[Records from a collection]

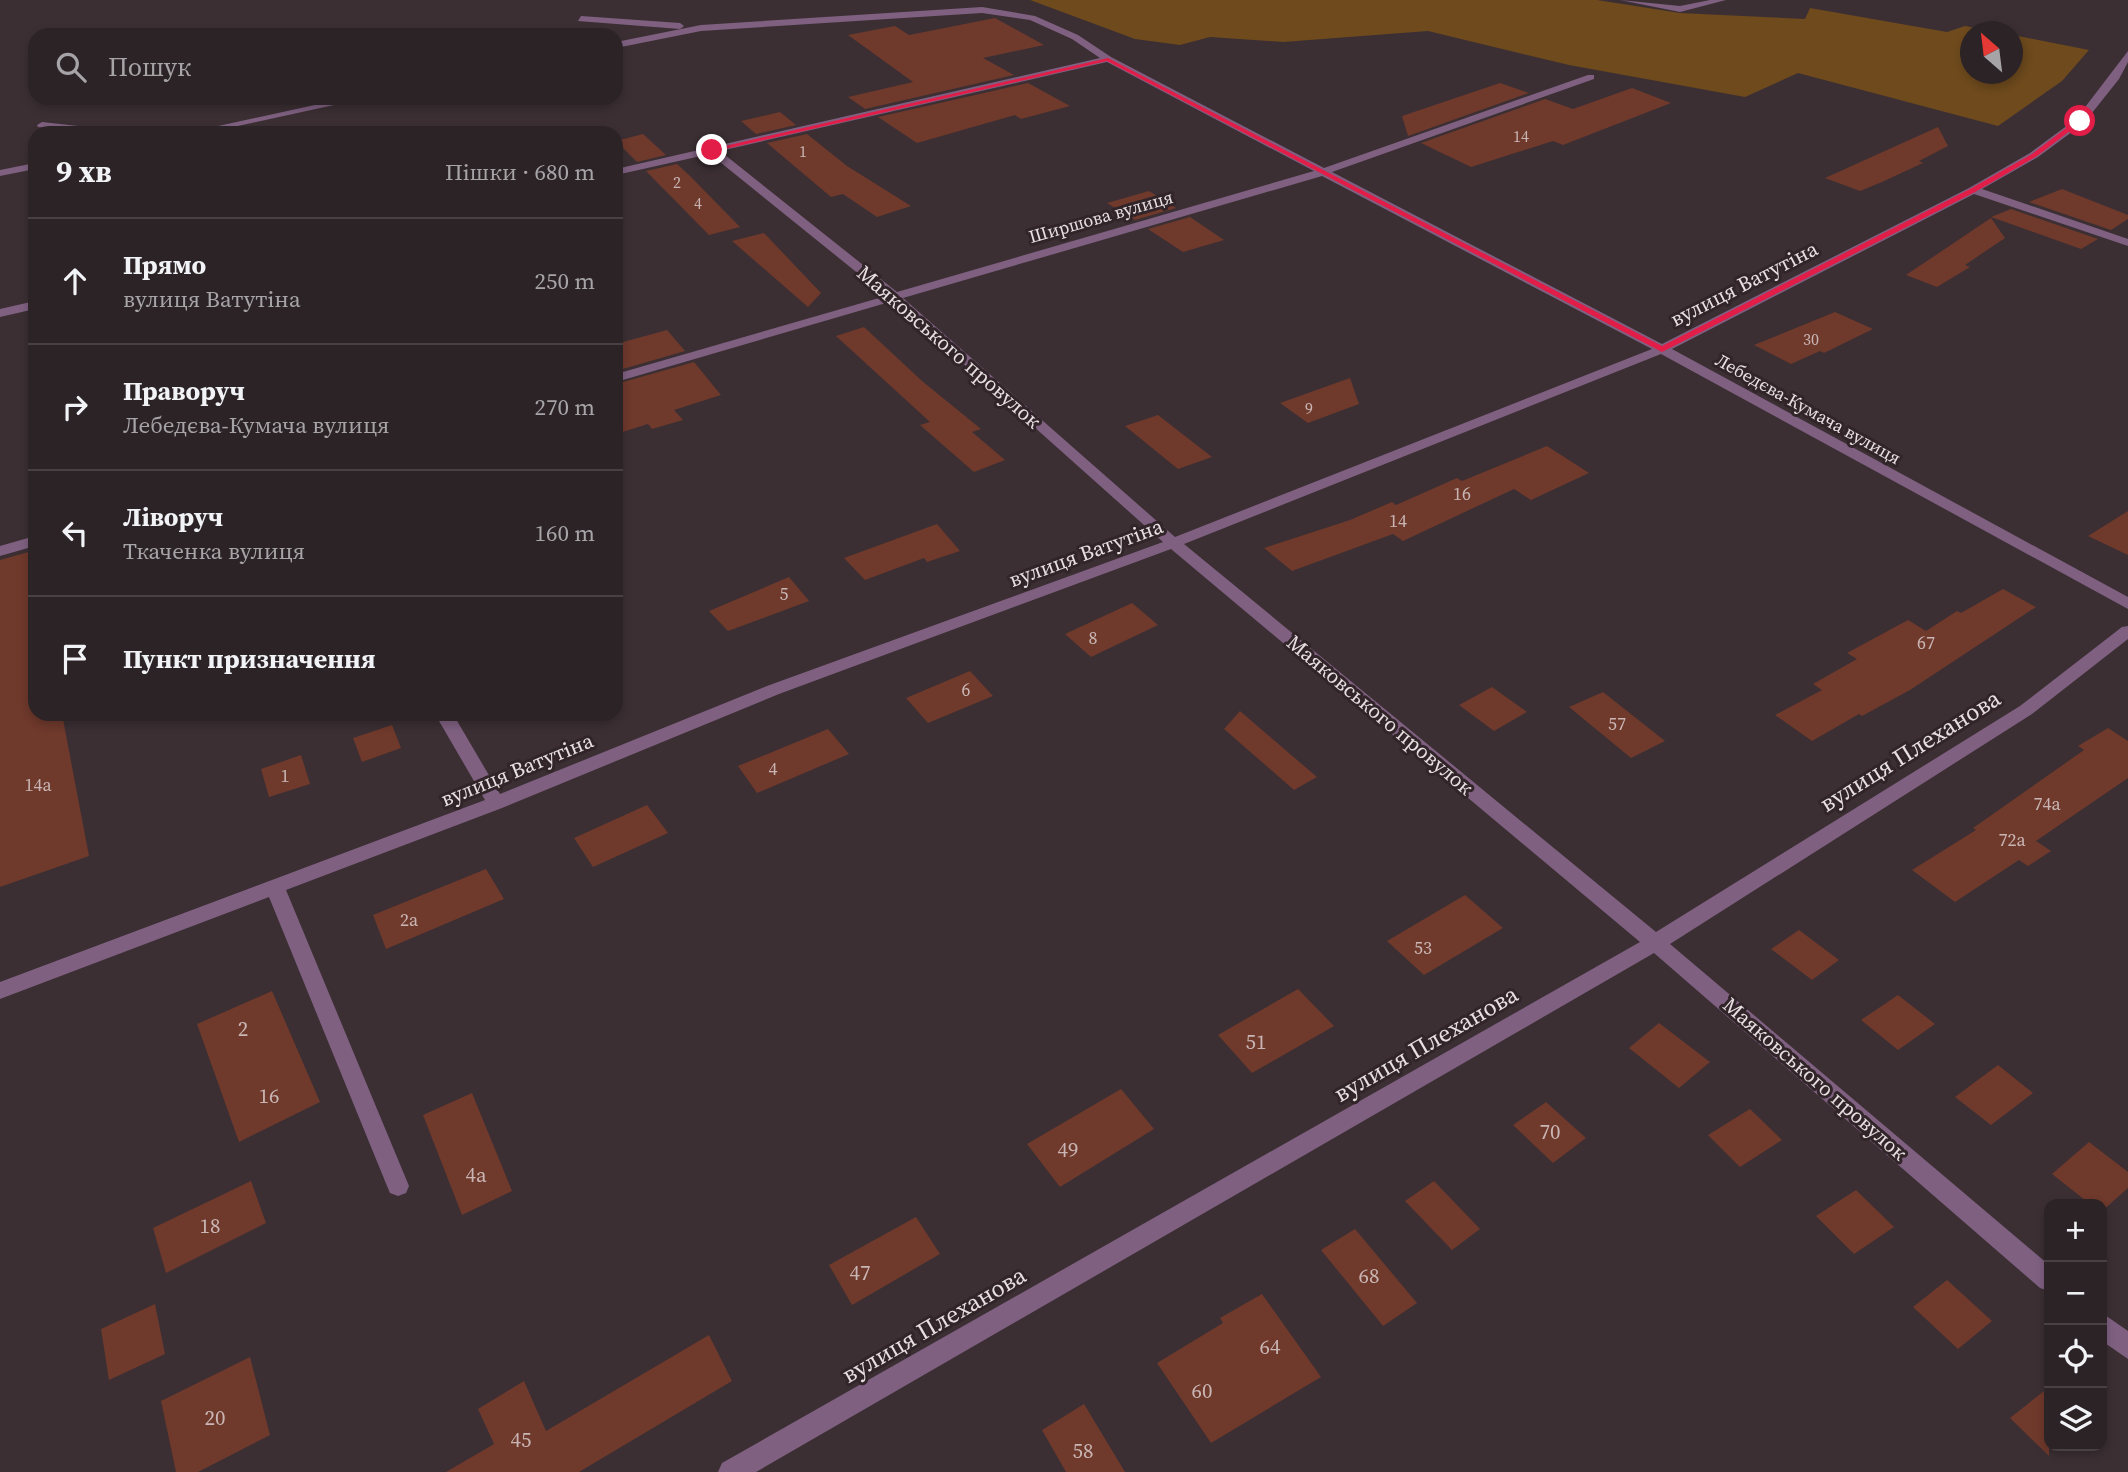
<!DOCTYPE html>
<html lang="uk">
<head>
<meta charset="utf-8">
<style>
	:root { --surface:#2c2326; --page:#342b2e; --text:#f1f3f6; --muted:#a6a4a7; --line:#484043 }
	body { margin:0; font-family:"Source Serif 4",serif; background:var(--page); color:var(--text) }
	.controls { position:absolute; right:21px; bottom:21px; display:grid; overflow:hidden; border-radius:14px; box-shadow:0 4px 10px #0003 }
	.controls button { width:63px; height:63px; display:grid; place-items:center; padding:0; border:0; border-bottom:2px solid var(--line); background:var(--surface); color:var(--text); font:35px sans-serif }
	.compass { position:absolute; left:1960px; top:21px; width:63px; height:63px; border-radius:50%; background:var(--surface); box-shadow:0 4px 10px #0003; rotate:332deg }
	.stop { position:absolute; width:21px; height:21px; margin:-16px; border:5px solid #e11d48; border-radius:50%; background:#fff }
	.stop.end { background:#e11d48; border-color:#fff; box-shadow:0 2px 7px #0008 }
	.list { margin:0; padding:0; list-style:none }
	h2 { display:flex; justify-content:space-between; align-items:center; height:91px; margin:0; padding:0 28px; font-size:30px }
	h2 small { font-size:23px; font-weight:400; color:var(--muted) }
	.list li { display:grid; grid-template-columns:46px 1fr auto; gap:21px; align-items:center; box-sizing:border-box; height:126px; padding:0 28px; border-top:2px solid var(--line) }
	.list b { display:block; font-size:26px; white-space:nowrap }
	.list p { margin:0; font-size:23px; white-space:nowrap; color:var(--muted) }
	.list em { font-size:23px; font-style:normal; color:var(--muted) }
	.icon { flex:none; width:38px; height:38px; fill:none; stroke:currentColor; stroke-width:2; stroke-linecap:round; stroke-linejoin:round }
	.map { position:relative; flex:none; width:2128px; height:1472px; overflow:hidden }
	.search { position:absolute; background:var(--surface); box-shadow:0 4px 10px #0003; left:28px; top:28px; width:595px; height:77px; display:flex; align-items:center; gap:18px; box-sizing:border-box; padding:0 24px; border-radius:21px; color:var(--muted); font-size:26px }
	.panel { position:absolute; background:var(--surface); box-shadow:0 4px 10px #0003; left:28px; top:126px; width:595px; height:595px; border-radius:21px }
	.map>svg:first-child { display:block }
</style>
</head>
<body>
<div class="map">
<svg width="2128" height="1472" viewBox="0 0 2128 1472">
	<rect width="100%" height="100%" fill="#3b2f33"/>
	<!-- green -->
	<path fill="#6e4a1d" d="M1030 0H1597L1680 13 1805 19 1810 8 1947 32 1965 26 1992 31 1970 32V74H2012L2013 35 2089 50 2062 81 1998 126 1798 73 1745 97 1569 65 1428 31 1283 42 1210 37 1180 45 1135 39Z"/>
	<!-- building -->
	<g fill="#6f392c">
		<path d="M995 18 1044 45 983 58 1014 75 865 109 848 97 913 82 848 35 895 26 909 35Z"/>
		<path d="M1028 83 1070 106 1021 119 1015 115 917 143 878 117Z"/>
		<path d="M1500 83 1529 93 1408 136 1402 116Z"/>
		<path d="M1632 88 1671 103 1563 145 1553 141 1471 167 1421 143 1545 99 1573 109Z"/>
		<path d="M780 112 796 125 756 134 741 121Z"/>
		<path d="M1938 127 1948 146 1919 161 1923 163 1882 182 1860 191 1825 178Z"/>
		<path d="M643 134 666 155 637 162 616 141Z"/>
		<path d="M807 134 847 166 911 206 877 217 843 194 831 197 767 143Z"/>
		<path d="M677 164 691 177 740 227 709 235 646 171Z"/>
		<path d="M2062 189 2128 215V219L2111 230 2029 202Z"/>
		<path d="M1149 191 1176 208 1135 220 1107 203Z"/>
		<path d="M2011 209 2098 239 2081 249 1991 217Z"/>
		<path d="M1190 217 1224 240 1183 252 1148 229Z"/>
		<path d="M1991 218 2005 238 1965 265 1970 267 1937 287 1906 275Z"/>
		<path d="M764 233 821 293 808 307 732 241Z"/>
		<path d="M1835 312 1873 329 1824 353 1820 351 1791 364 1754 345Z"/>
		<path d="M864 327 922 381 981 429 972 432 1005 460 974 472 920 425 930 422 836 336Z"/>
		<path d="M667 330 685 351 616 371V344Z"/>
		<path d="M694 362 721 395 674 410 683 420 652 429 648 424 616 434V384Z"/>
		<path d="M1350 378 1359 404 1308 423 1280 403Z"/>
		<path d="M1158 415 1212 457 1178 469 1125 426Z"/>
		<path d="M1547 446 1589 473 1531 500 1514 489 1403 541 1393 534 1292 571 1264 548 1350 520 1392 502 1396 505 1457 478 1462 481Z"/>
		<path d="M2128 511V555L2088 536Z"/>
		<path d="M937 524 960 551 927 562 924 558 865 580 844 558Z"/>
		<path d="M32 551 35 566V714H62L89 856 0 887V560Z"/>
		<path d="M789 577 809 601 728 631 709 611Z"/>
		<path d="M2003 589 2036 607 1910 690 1862 716 1859 714 1812 741 1775 715 1822 690 1813 684 1857 659 1847 653 1908 620 1926 631 1957 611 1961 613Z"/>
		<path d="M1132 603 1158 625 1091 657 1065 634Z"/>
		<path d="M970 671 993 696 928 723 906 698Z"/>
		<path d="M1492 687 1527 712 1494 731 1459 705Z"/>
		<path d="M1603 692 1665 741 1631 758 1569 707Z"/>
		<path d="M1240 711 1290 754 1317 777 1294 790 1224 729Z"/>
		<path d="M392 725 401 748 362 762 353 738Z"/>
		<path d="M2108 728 2128 741V778L2036 841 2051 851 2028 866 2019 860 1955 902 1912 870 1976 830 1973 828 2084 750 2078 746Z"/>
		<path d="M828 729 849 754 757 793 738 766Z"/>
		<path d="M301 755 310 784 269 797 261 769Z"/>
		<path d="M647 805 668 833 593 867 574 838Z"/>
		<path d="M486 869 504 899 386 949 373 915Z"/>
		<path d="M1465 895 1503 928 1424 975 1387 941Z"/>
		<path d="M1799 930 1839 960 1812 980 1771 949Z"/>
		<path d="M1298 989 1334 1026 1252 1073 1218 1035Z"/>
		<path d="M272 991 320 1102 239 1142 197 1024Z"/>
		<path d="M1898 995 1935 1024 1898 1050 1861 1020Z"/>
		<path d="M1659 1023 1710 1062 1679 1088 1629 1048Z"/>
		<path d="M1998 1065 2033 1093 1991 1125 1955 1097Z"/>
		<path d="M1121 1089 1154 1129 1060 1187 1027 1144Z"/>
		<path d="M472 1093 512 1191 462 1215 423 1115Z"/>
		<path d="M1546 1102 1586 1138 1553 1163 1513 1125Z"/>
		<path d="M1750 1109 1782 1140 1740 1167 1708 1135Z"/>
		<path d="M2089 1142 2128 1172V1188L2102 1211V1204H2090L2052 1174Z"/>
		<path d="M251 1181 266 1223 166 1273 153 1228Z"/>
		<path d="M1434 1181 1480 1229 1452 1250 1405 1201Z"/>
		<path d="M1856 1190 1894 1227 1854 1254 1816 1216Z"/>
		<path d="M916 1217 940 1254 852 1305 829 1265Z"/>
		<path d="M1355 1229 1417 1303 1383 1326 1321 1250Z"/>
		<path d="M1947 1280 1992 1321 1958 1349 1913 1307Z"/>
		<path d="M1262 1294 1321 1377 1211 1443 1157 1363 1223 1323 1220 1318Z"/>
		<path d="M155 1304 165 1354 109 1380 101 1329Z"/>
		<path d="M709 1335 732 1381 579 1472H446L494 1444 478 1409 524 1381 546 1431Z"/>
		<path d="M250 1357 270 1435 198 1472H176L161 1401Z"/>
		<path d="M2049 1387V1456L2010 1418Z"/>
		<path d="M1084 1404 1125 1472H1066L1042 1430Z"/>
	</g>
	<g fill="none" stroke-linecap="round" stroke-linejoin="round">
		<!-- minor -->
		<g fill="#7f6081" fill-rule="evenodd">
			<path d="M1620 0 1680 6 1710 0H1726L1680 12Z"/>
			<path d="M982 7 1035 16 1078 35 1111 57 1324 168 1588 75H1594V79L1332 172 1662 344 1969 188 2030 153 2076 119 2128 51V62L2119 79 2084 123 2038 157 1982 189 2128 239V246L1974 194 1672 349 2128 597V609L1661 354 1184 544 1656 932 2020 706 2122 627 2128 626V639L2032 714 1670 944 2049 1265V1291L2040 1288 1654 953 756 1472H718L722 1463 1640 942 1171 549 779 694 502 808 286 890 409 1186 406 1193 398 1196 390 1193 387 1186 269 897 0 999V982L485 800 435 714H453L500 794 767 686 1163 542 893 301 616 382V374L886 296 710 154 616 175V169L1100 58 1072 39 1030 20 982 13 701 31 616 48V42L701 25ZM1107 62 1314 171 897 292 720 151ZM1322 176 1652 349 1175 537 903 298Z"/>
			<path d="M581 16 680 23 684 26 680 29 578 21Z"/>
			<path d="M347 98H366L206 133H186Z"/>
			<path d="M42 122 114 130 119 133H87L38 127 37 125Z"/>
			<path d="M35 163V169L0 176V170Z"/>
			<path d="M35 301V309L0 317V309Z"/>
			<path d="M35 536V546L0 556V546Z"/>
			<path d="M2102 1313 2128 1331V1359L2102 1341Z"/>
		</g>
	</g>
	<!-- route -->
	<path fill="#e11d48" d="M1108 58 1662 346 1970 189 2032 154 2078 119 2083 121 2037 156 1975 192 1662 352 1107 61 712 152 708 150Z"/>
	<g text-anchor="middle" stroke-width="6" stroke-linejoin="round" paint-order="stroke">
		<!-- far-number labels -->
		<g font-size="16" fill="#c9b6b4">
			<text x="1521" y="142">14</text>
			<text x="803" y="157">1</text>
			<text x="677" y="188">2</text>
			<text x="698" y="209">4</text>
			<text x="1811" y="345">30</text>
			<text x="1309" y="414">9</text>
		</g>
		<!-- far-street labels -->
		<g font-size="18" fill="#e7dfe1" stroke="#312529">
			<text transform="translate(1101 217) rotate(-16)" y="6">Ширшова вулиця</text>
			<text transform="translate(1808 409) rotate(29)" y="6">Лебедєва-Кумача вулиця</text>
		</g>
		<!-- number labels -->
		<g font-size="18" fill="#c9b6b4">
			<text x="1462" y="500">16</text>
			<text x="1398" y="527">14</text>
			<text x="784" y="600">5</text>
			<text x="1093" y="644">8</text>
			<text x="1926" y="649">67</text>
			<text x="966" y="696">6</text>
			<text x="1617" y="730">57</text>
			<text x="773" y="775">4</text>
			<text x="285" y="782">1</text>
			<text x="38" y="791">14а</text>
			<text x="2047" y="810">74а</text>
			<text x="2012" y="846">72а</text>
			<text x="409" y="926">2а</text>
			<text x="1423" y="954">53</text>
		</g>
		<!-- street labels -->
		<g font-size="21" fill="#e7dfe1" stroke="#312529">
			<text transform="translate(1744 284) rotate(-27)" y="7">вулиця Ватутіна</text>
			<text transform="translate(949 347) rotate(41)" y="7">Маяковського провулок</text>
			<text transform="translate(1086 553) rotate(-20)" y="7">вулиця Ватутіна</text>
			<text transform="translate(1380 715) rotate(40)" y="7">Маяковського провулок</text>
			<text transform="translate(517 770) rotate(-22)" y="7">вулиця Ватутіна</text>
			<text transform="translate(1815 1079) rotate(41)" y="7">Маяковського провулок</text>
		</g>
		<!-- near-number labels -->
		<g font-size="21" fill="#c9b6b4">
			<text x="243" y="1036">2</text>
			<text x="1256" y="1049">51</text>
			<text x="269" y="1103">16</text>
			<text x="1550" y="1139">70</text>
			<text x="1068" y="1157">49</text>
			<text x="476" y="1182">4а</text>
			<text x="210" y="1233">18</text>
			<text x="860" y="1280">47</text>
			<text x="1369" y="1283">68</text>
			<text x="1270" y="1354">64</text>
			<text x="1202" y="1398">60</text>
			<text x="215" y="1425">20</text>
			<text x="521" y="1447">45</text>
			<text x="1083" y="1458">58</text>
		</g>
		<!-- near-street labels -->
		<g font-size="24" fill="#e7dfe1" stroke="#312529">
			<text transform="translate(1910 751) rotate(-32)" y="8">вулиця Плеханова</text>
			<text transform="translate(1426 1044) rotate(-30)" y="8">вулиця Плеханова</text>
			<text transform="translate(934 1325) rotate(-30)" y="8">вулиця Плеханова</text>
		</g>
	</g>
</svg>
<div class="controls">
<button>+</button>
<button>−</button>
<button><svg class="icon" aria-label="locate" viewBox="0 0 24 24"><circle cx="12" cy="12" r="6"/><path d="M12 2v4M12 18v4M2 12h4M18 12h4"/></svg></button>
<button><svg class="icon" aria-label="layers" viewBox="0 0 24 24"><path d="M12 4l9 5-9 5-9-5zM3 14l9 5 9-5"/></svg></button>
</div>
<svg class="compass" viewBox="-18 -18 36 36"><path d="M0-13l5 13h-10z" fill="#e53935"/><path d="M0 13l5-13h-10z" fill="#a6a4a7"/></svg>
<div class="stop" style="left:2080px;top:121px"></div>
<div class="stop end" style="left:712px;top:150px"></div>
<div class="search"><svg class="icon" aria-label="search" viewBox="0 0 24 24"><circle cx="10" cy="10" r="6"/><path d="M15 15l6 6"/></svg>Пошук</div>
<section class="panel">
<h2>9 хв<small>Пішки · 680 m</small></h2>
<ul class="list">
<li><svg class="icon" aria-label="ahead" viewBox="0 0 24 24"><path d="M12 20V5M6 11l6-6 6 6"/></svg><div><b>Прямо</b><p>вулиця Ватутіна</p></div><em>250 m</em></li>
<li><svg class="icon" aria-label="right" viewBox="0 0 24 24"><path d="M7 20v-9h11M14 6l5 5-5 5"/></svg><div><b>Праворуч</b><p>Лебедєва-Кумача вулиця</p></div><em>270 m</em></li>
<li><svg class="icon" aria-label="left" viewBox="0 0 24 24"><path d="M17 20v-9H6M10 6l-5 5 5 5"/></svg><div><b>Ліворуч</b><p>Ткаченка вулиця</p></div><em>160 m</em></li>
<li><svg class="icon" aria-label="arrive" viewBox="0 0 24 24"><path d="M6 21V4h12l-3 4 3 4H6"/></svg><div><b>Пункт призначення</b></div></li>
</ul>
</section>
</div>
</body>
</html>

EXERCISE DIRECTIONS: What lines in the records contain the word "stroke"? Return each one.

WRITTEN REPLY:
	.icon { flex:none; width:38px; height:38px; fill:none; stroke:currentColor; stroke-width:2; stroke-linecap:round; stroke-linejoin:round }
	<g fill="none" stroke-linecap="round" stroke-linejoin="round">
	<g text-anchor="middle" stroke-width="6" stroke-linejoin="round" paint-order="stroke">
		<g font-size="18" fill="#e7dfe1" stroke="#312529">
		<g font-size="21" fill="#e7dfe1" stroke="#312529">
		<g font-size="24" fill="#e7dfe1" stroke="#312529">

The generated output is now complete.